▶ Exercise data:

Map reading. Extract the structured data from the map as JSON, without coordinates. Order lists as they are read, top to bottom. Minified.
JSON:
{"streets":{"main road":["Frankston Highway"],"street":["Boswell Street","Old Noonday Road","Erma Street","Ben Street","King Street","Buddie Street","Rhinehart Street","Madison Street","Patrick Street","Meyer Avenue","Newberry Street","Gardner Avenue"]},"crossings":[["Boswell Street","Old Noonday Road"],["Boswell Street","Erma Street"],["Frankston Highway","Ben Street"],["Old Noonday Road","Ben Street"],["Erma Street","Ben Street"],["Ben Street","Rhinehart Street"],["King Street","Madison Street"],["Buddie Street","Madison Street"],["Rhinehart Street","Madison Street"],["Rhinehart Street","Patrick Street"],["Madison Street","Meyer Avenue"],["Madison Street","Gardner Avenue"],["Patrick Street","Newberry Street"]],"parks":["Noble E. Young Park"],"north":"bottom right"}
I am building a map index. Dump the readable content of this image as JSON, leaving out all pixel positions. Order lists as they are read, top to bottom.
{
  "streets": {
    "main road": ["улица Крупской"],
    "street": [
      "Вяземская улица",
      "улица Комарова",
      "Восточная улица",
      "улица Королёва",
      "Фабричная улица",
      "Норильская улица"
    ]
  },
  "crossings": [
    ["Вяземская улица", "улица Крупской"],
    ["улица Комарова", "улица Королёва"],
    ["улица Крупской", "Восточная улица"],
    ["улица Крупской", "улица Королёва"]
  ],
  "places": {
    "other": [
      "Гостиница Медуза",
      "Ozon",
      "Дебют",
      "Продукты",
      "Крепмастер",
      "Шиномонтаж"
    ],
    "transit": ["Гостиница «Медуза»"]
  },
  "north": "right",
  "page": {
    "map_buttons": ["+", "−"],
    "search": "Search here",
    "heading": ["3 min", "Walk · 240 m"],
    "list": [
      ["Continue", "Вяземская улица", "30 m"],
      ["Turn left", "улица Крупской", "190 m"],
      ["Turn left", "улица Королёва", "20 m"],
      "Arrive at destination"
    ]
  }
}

▶ Prompt: Return the whole listing exactly as it reads.

▶ The completed task:
Map reading. Extract the structured data from the map as JSON, without coordinates. Order lists as they are read, top to bottom. Minified.
JSON:
{"streets":{"main road":["Frankston Highway"],"street":["Boswell Street","Old Noonday Road","Erma Street","Ben Street","King Street","Buddie Street","Rhinehart Street","Madison Street","Patrick Street","Meyer Avenue","Newberry Street","Gardner Avenue"]},"crossings":[["Boswell Street","Old Noonday Road"],["Boswell Street","Erma Street"],["Frankston Highway","Ben Street"],["Old Noonday Road","Ben Street"],["Erma Street","Ben Street"],["Ben Street","Rhinehart Street"],["King Street","Madison Street"],["Buddie Street","Madison Street"],["Rhinehart Street","Madison Street"],["Rhinehart Street","Patrick Street"],["Madison Street","Meyer Avenue"],["Madison Street","Gardner Avenue"],["Patrick Street","Newberry Street"]],"parks":["Noble E. Young Park"],"north":"bottom right"}
I am building a map index. Dump the readable content of this image as JSON, leaving out all pixel positions. Order lists as they are read, top to bottom.
{
  "streets": {
    "main road": ["улица Крупской"],
    "street": [
      "Вяземская улица",
      "улица Комарова",
      "Восточная улица",
      "улица Королёва",
      "Фабричная улица",
      "Норильская улица"
    ]
  },
  "crossings": [
    ["Вяземская улица", "улица Крупской"],
    ["улица Комарова", "улица Королёва"],
    ["улица Крупской", "Восточная улица"],
    ["улица Крупской", "улица Королёва"]
  ],
  "places": {
    "other": [
      "Гостиница Медуза",
      "Ozon",
      "Дебют",
      "Продукты",
      "Крепмастер",
      "Шиномонтаж"
    ],
    "transit": ["Гостиница «Медуза»"]
  },
  "north": "right",
  "page": {
    "map_buttons": ["+", "−"],
    "search": "Search here",
    "heading": ["3 min", "Walk · 240 m"],
    "list": [
      ["Continue", "Вяземская улица", "30 m"],
      ["Turn left", "улица Крупской", "190 m"],
      ["Turn left", "улица Королёва", "20 m"],
      "Arrive at destination"
    ]
  }
}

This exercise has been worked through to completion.